I made it easy for him. I got the words out of his head and onto paper. But there isn’t such a way for me to get the music out of my head and into reality. So right now I’m sticking with things that don’t have a lot going on.
Part of it is just allowing myself to make noise. Playing an instrument takes up space in the world. Making up your own compositions takes up more space. It isn’t physical space, sure, but it is still space. I’m noisy when I bang on things. I have to bang on them a lot to work things out. Children are supposed to be seen and not heard, after all.
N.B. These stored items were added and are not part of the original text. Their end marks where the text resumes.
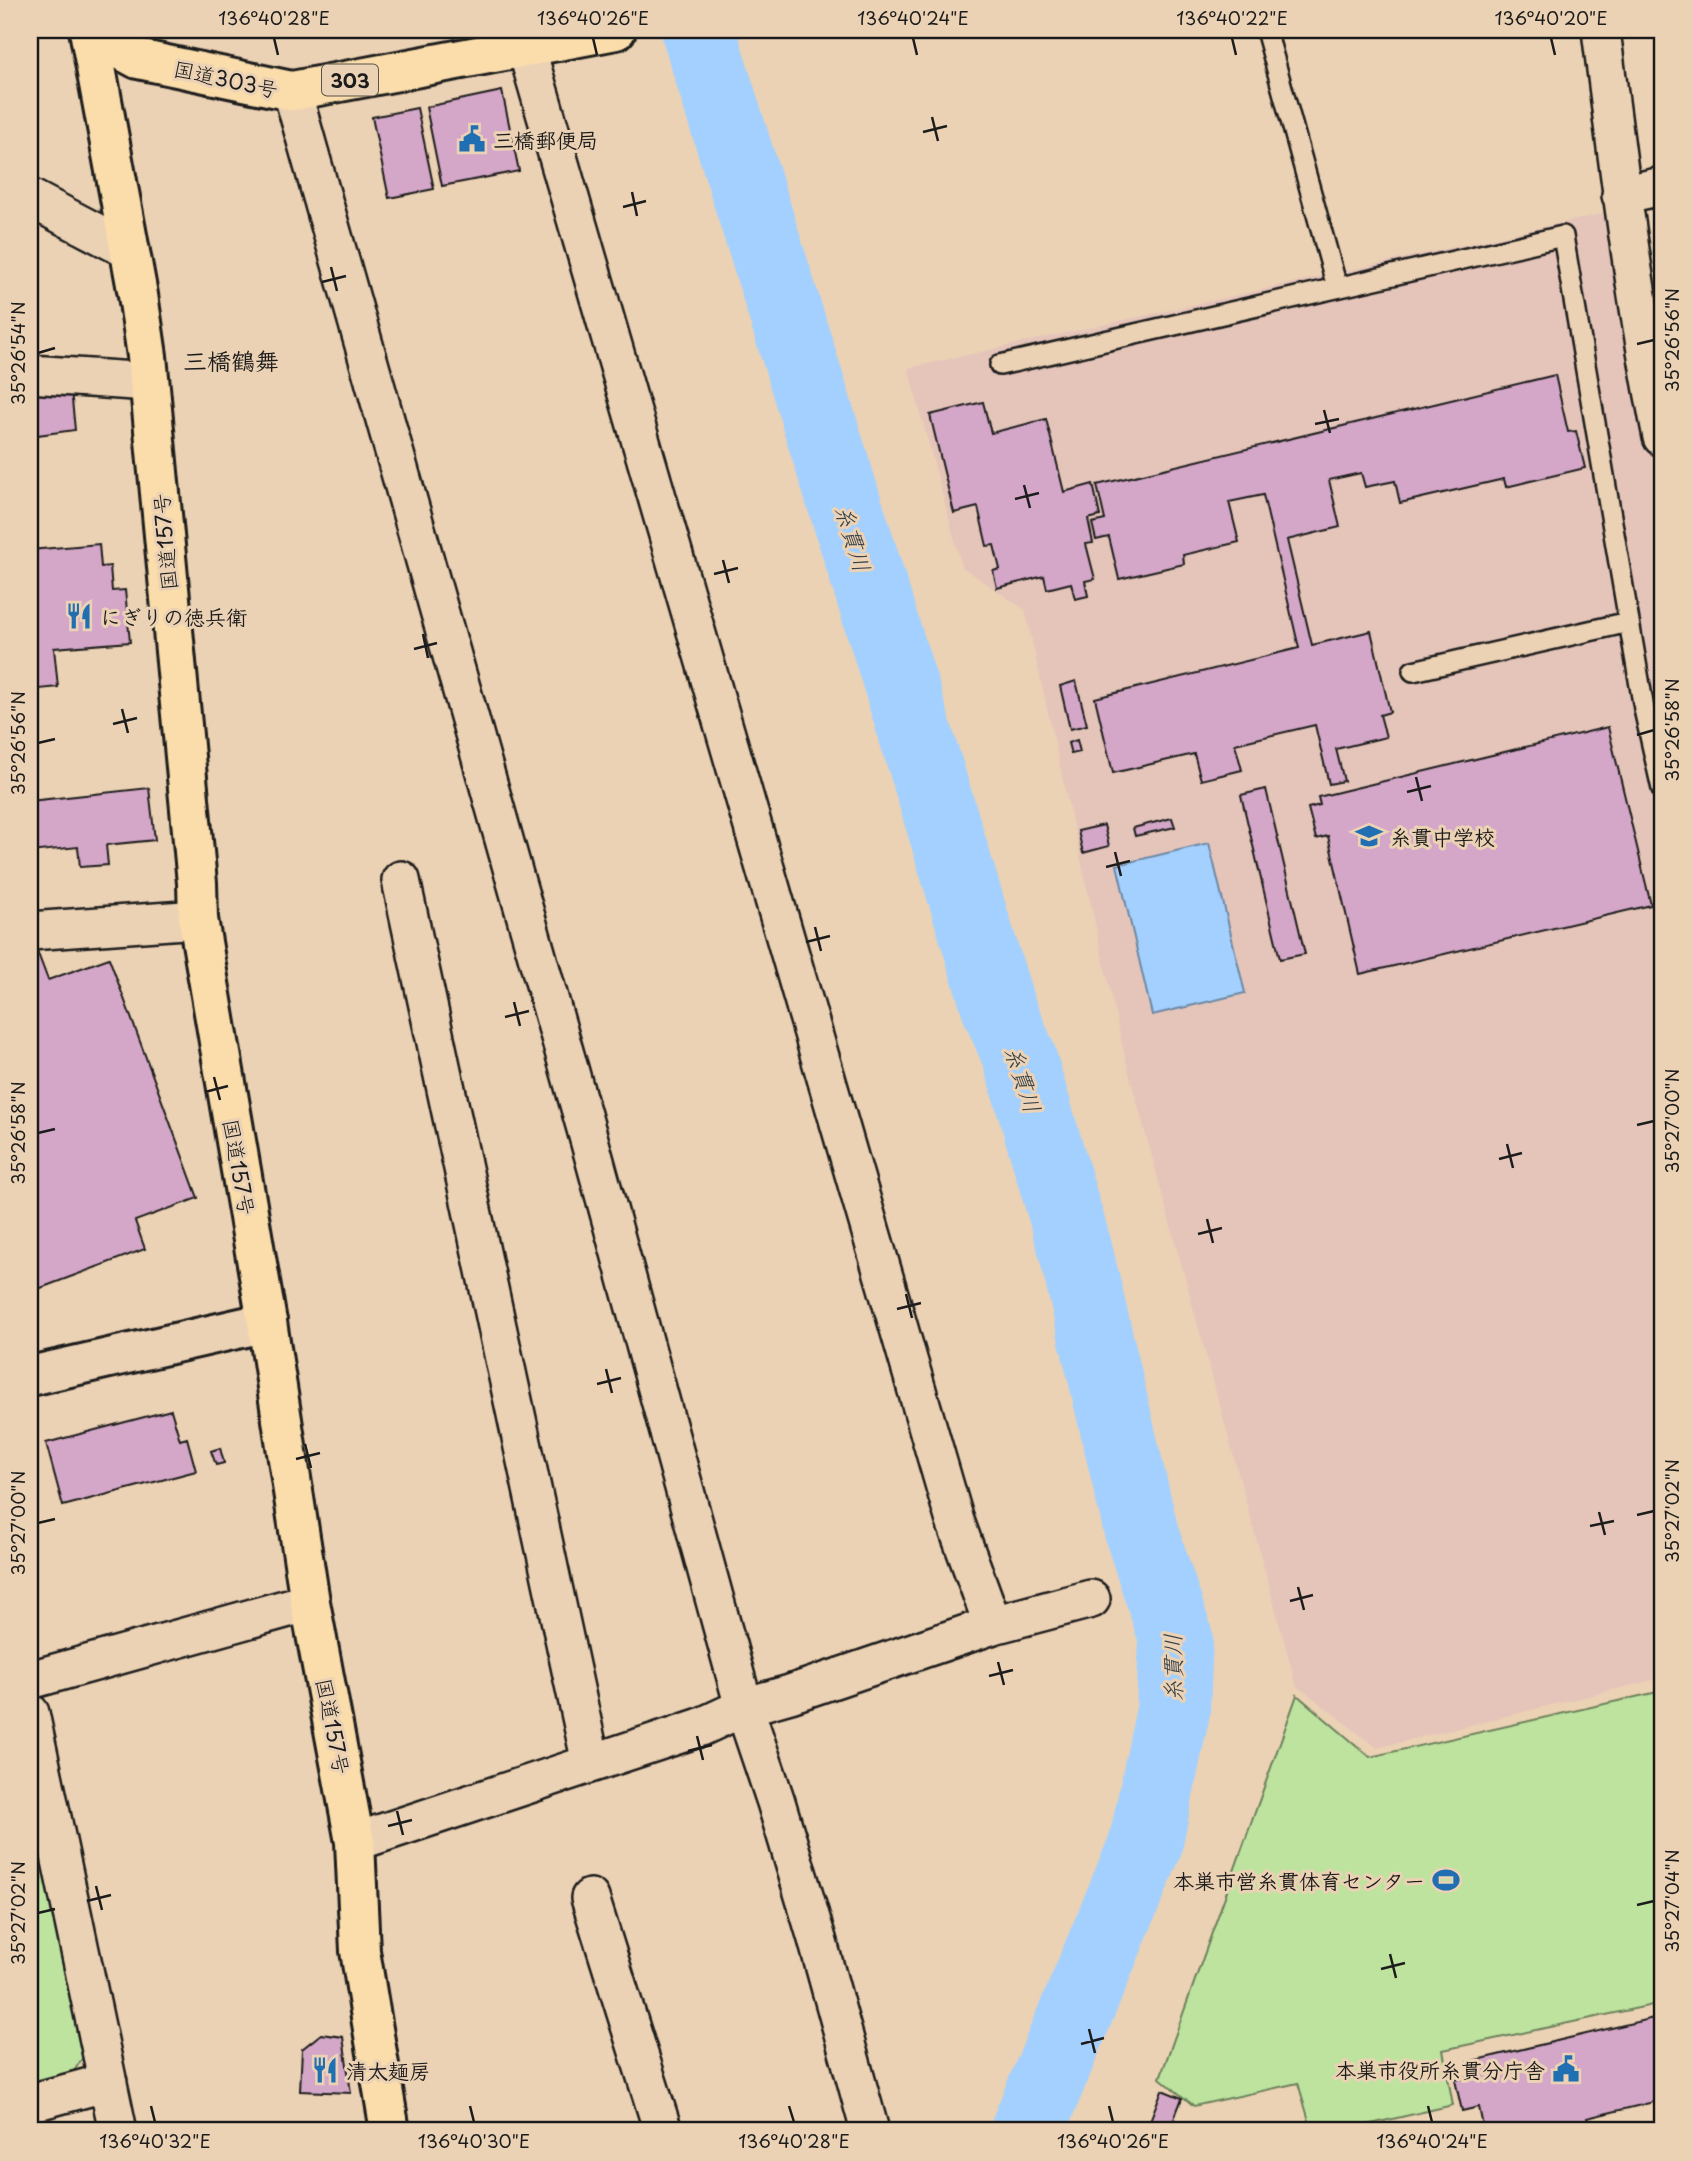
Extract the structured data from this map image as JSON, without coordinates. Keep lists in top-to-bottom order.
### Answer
{
  "streets": {
    "highway": ["国道303号", "303", "国道157号"]
  },
  "crossings": [
    ["国道303号", "国道157号"]
  ],
  "districts": ["三橋鶴舞"],
  "water": ["糸貫川"],
  "places": {
    "public building": ["三橋郵便局", "本巣市役所糸貫分庁舎"],
    "restaurant": ["にぎりの徳兵衛", "清太麺房"],
    "school or university": ["糸貫中学校"],
    "sports": ["本巣市営糸貫体育センター"]
  },
  "coordinates": [
    "136°40'28\"E",
    "136°40'26\"E",
    "136°40'24\"E",
    "136°40'22\"E",
    "136°40'20\"E",
    "35°26'56\"N",
    "35°26'54\"N",
    "35°26'58\"N",
    "35°27'00\"N",
    "35°27'02\"N",
    "35°27'04\"N",
    "136°40'32\"E",
    "136°40'30\"E"
  ]
}
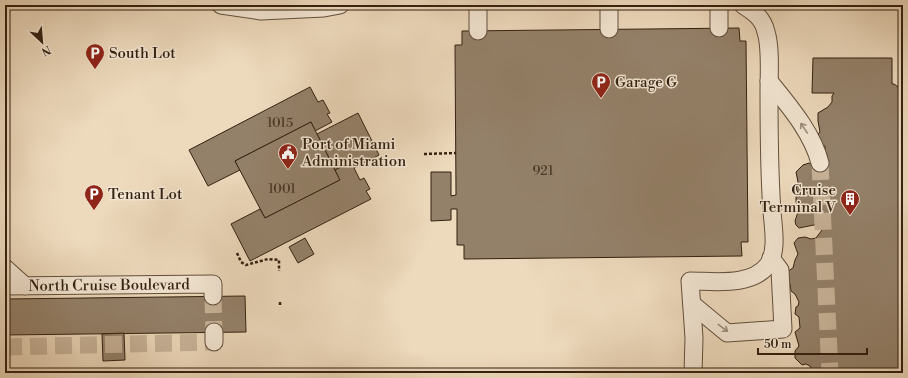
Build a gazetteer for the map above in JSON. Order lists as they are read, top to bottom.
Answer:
{
  "streets": {
    "street": ["North Cruise Boulevard"]
  },
  "places": {
    "parking": ["South Lot", "Garage G", "Tenant Lot"],
    "public building": ["Port of Miami Administration"],
    "building": ["Cruise Terminal V"]
  },
  "house_numbers": ["1015", "921", "1001"],
  "scale_bar": "50 m",
  "north": "bottom right"
}
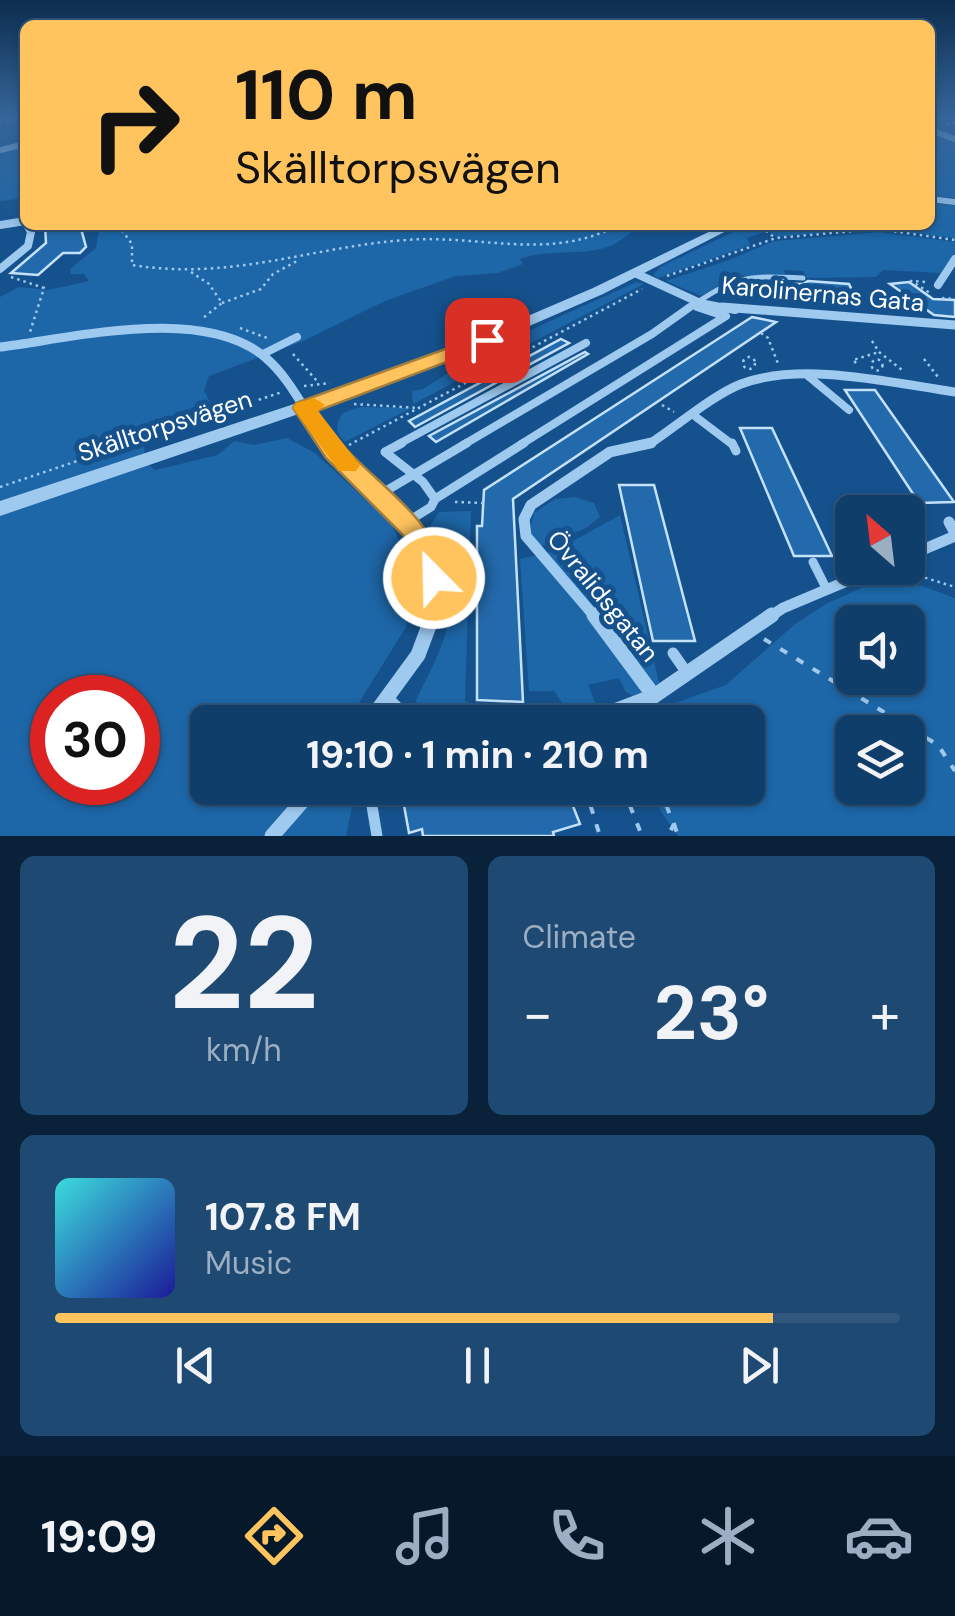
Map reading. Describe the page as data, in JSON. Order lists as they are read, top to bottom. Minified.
{"streets":{"street":["Karolinernas Gata","Skälltorpsvägen","Övralidsgatan"]},"crossings":[["Karolinernas Gata","Skälltorpsvägen"]],"north":"top left","page":{"turn":["110 m","Skälltorpsvägen"],"limit":"30","trip":"19:10 · 1 min · 210 m","tile":[["22","km/h"],"Climate"],"heat":["−","23°","+"],"song":["107.8 FM","Music"],"tabs":"19:09"}}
Making noise is kind of rebellious, and kind of brave.
It is the same kind of bravery that I employ when I write, and especially when I post my writings. To write my thoughts and share them with strangers all over the world is to take up space. It is to say that I think that I have something worth hearing. It is to say that I’m not going to be silent anymore.
In the same way that I’ve had to write a lot to feel like I can easily express myself, I know that I’m going to have to practice a lot to express myself musically. So I’m drumming. Everything needs a beat, a rhythm, after all. It is what our lives start with, that heartbeat, that boom boom boom.
I’m drumming to find myself, to make a space. I’m drumming because it is fun. I’m drumming because it is unexpected. I’m drumming in order to heal.